Shrimp and Octopus Soup (Caldo de Camaron y Pulpo)
This Mexican chile pepper is called “Chilaca” when used fresh. In California the Poblano chile is often called Pasilla. Since most of these are bought and distributed from California this mislabeling often carries over into the supermarkets nationwide causing alot of confusion. This chile is very mild and is usually consumed in the dry form to make the famous Mexican ‘mole’ sauces.
2 quarts octopus, cut into 1-inch pieces
1 Tbsp vegetable oil
1 cup diced carrots
1 cup celery
2 cups cubed potatoes
1/2 cup crushed dry pasilla chile peppers
1/2 cup chopped onion, or to taste
1 cup diced tomato
1 1/2 lbs large shrimp in shells
1 cup fresh corn kernels (optional)
salt to taste
Place the water in a large soup pot, and bring to a boil over medium-high heat.
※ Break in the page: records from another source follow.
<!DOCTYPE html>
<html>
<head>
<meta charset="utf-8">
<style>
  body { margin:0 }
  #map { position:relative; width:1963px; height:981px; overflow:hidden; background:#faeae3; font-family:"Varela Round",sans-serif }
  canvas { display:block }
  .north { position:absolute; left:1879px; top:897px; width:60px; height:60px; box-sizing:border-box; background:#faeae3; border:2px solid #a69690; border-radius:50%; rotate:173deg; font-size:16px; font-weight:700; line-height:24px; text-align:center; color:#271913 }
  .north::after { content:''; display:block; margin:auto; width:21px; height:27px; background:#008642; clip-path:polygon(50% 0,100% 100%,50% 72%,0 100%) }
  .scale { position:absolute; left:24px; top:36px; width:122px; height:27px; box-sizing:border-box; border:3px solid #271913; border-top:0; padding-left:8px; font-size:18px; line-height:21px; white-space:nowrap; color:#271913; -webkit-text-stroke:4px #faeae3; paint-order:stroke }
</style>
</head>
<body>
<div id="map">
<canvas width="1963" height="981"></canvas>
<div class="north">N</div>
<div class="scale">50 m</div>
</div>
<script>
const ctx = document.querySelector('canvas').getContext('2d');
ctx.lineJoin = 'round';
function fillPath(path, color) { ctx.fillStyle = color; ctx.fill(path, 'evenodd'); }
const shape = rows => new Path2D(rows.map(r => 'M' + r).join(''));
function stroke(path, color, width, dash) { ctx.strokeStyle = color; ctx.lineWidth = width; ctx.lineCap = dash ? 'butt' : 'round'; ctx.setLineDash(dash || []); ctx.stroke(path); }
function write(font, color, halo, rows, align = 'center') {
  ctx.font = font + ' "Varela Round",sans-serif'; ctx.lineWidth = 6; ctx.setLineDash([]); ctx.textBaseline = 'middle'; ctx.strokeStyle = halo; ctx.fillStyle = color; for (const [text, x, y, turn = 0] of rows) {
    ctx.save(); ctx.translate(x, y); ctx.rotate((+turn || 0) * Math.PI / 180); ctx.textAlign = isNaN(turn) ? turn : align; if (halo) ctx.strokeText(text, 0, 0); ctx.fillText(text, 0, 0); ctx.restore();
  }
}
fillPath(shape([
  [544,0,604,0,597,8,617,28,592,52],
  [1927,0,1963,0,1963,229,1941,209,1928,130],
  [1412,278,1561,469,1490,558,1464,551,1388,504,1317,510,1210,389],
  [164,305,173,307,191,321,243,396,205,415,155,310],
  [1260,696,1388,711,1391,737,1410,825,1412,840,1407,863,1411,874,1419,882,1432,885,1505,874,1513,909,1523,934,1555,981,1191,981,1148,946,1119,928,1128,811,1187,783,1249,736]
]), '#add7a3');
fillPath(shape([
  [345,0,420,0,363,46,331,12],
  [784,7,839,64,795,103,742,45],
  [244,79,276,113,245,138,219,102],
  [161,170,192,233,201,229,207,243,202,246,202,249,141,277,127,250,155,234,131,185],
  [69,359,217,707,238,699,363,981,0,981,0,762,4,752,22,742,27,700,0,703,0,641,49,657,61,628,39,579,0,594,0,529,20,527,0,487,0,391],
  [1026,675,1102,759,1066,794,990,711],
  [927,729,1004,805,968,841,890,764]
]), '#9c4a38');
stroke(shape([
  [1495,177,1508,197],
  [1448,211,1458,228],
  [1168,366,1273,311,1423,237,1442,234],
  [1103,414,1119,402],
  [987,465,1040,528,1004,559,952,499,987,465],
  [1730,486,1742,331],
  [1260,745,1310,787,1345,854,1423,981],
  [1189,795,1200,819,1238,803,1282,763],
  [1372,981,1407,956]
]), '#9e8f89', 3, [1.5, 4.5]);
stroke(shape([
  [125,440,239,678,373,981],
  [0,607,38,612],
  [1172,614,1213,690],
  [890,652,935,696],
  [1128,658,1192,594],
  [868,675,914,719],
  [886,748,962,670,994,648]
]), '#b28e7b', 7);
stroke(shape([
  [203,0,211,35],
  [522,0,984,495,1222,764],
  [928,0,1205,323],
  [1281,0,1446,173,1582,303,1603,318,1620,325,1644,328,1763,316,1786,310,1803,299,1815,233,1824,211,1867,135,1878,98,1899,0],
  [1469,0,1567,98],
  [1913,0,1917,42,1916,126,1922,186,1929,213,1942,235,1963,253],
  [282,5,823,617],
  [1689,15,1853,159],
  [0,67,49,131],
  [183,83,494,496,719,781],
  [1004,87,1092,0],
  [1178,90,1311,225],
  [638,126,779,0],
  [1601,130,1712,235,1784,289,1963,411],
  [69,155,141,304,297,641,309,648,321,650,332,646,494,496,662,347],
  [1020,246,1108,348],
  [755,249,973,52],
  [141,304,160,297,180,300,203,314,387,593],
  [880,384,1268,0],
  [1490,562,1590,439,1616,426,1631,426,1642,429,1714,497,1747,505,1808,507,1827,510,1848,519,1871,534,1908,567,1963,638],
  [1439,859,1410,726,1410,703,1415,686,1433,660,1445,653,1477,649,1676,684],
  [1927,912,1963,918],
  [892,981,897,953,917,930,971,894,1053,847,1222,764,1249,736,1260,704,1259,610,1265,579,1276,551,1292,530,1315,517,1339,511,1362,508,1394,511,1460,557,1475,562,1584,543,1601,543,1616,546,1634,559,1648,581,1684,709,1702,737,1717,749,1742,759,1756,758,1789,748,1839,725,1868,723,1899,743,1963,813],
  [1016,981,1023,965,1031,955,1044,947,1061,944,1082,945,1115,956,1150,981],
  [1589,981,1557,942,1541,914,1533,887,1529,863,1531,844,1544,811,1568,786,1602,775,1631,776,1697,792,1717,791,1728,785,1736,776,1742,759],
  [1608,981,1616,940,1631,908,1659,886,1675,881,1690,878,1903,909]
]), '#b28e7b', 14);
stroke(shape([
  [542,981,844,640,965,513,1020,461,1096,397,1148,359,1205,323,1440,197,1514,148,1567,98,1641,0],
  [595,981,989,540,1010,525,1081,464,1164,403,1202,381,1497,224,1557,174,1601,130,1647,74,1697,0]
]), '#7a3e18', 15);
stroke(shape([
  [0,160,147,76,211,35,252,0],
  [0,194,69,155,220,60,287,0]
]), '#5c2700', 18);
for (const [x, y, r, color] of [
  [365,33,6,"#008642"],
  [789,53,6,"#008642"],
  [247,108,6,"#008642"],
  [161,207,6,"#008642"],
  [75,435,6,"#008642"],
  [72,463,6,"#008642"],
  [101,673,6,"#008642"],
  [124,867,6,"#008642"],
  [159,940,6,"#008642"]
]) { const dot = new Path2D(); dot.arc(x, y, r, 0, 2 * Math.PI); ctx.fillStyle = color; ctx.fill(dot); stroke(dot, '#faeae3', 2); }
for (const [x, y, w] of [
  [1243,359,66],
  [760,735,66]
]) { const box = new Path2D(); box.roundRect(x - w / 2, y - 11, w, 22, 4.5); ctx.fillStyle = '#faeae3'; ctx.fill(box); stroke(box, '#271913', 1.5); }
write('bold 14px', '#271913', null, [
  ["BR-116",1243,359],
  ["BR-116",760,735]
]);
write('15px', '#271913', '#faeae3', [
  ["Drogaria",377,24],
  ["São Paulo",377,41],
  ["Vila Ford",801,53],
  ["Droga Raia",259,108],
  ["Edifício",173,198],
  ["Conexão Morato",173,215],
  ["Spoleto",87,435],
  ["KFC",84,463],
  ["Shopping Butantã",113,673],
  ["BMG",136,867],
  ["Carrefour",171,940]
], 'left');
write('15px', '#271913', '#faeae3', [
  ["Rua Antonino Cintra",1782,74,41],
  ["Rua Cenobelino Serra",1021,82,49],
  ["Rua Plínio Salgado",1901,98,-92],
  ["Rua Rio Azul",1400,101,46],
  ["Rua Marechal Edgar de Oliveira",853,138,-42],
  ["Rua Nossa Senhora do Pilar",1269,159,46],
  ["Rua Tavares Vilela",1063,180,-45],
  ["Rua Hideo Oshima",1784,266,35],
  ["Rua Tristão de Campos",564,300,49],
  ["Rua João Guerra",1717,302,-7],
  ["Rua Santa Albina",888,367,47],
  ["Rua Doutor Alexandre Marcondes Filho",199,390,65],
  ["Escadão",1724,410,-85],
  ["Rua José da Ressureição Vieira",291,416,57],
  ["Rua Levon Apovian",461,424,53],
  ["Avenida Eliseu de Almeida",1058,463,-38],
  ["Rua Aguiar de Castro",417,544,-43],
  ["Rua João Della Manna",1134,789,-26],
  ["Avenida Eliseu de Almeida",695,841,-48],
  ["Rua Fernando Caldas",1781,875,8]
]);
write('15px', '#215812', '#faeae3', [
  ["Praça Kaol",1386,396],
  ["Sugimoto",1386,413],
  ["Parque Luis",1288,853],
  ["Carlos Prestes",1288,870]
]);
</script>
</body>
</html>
Add octopus, and continue boiling for about 20 minutes.
While the octopus is boiling, heat oil in a skillet over medium-high heat. Add carrots, celery, potatoes, and pasilla peppers. Fry for about 15 minutes, adding the onion and tomato at the very end. The ingredients do not need to be fully cooked.
When the octopus has boiled for 20 minutes, add the shrimp in their shells to the octopus, and let it boil for 5 more minutes. Add the vegetables from the skillet, and season with salt to your liking. If corn is used, put it in with the shrimp. Let everything simmer together for 15 minutes.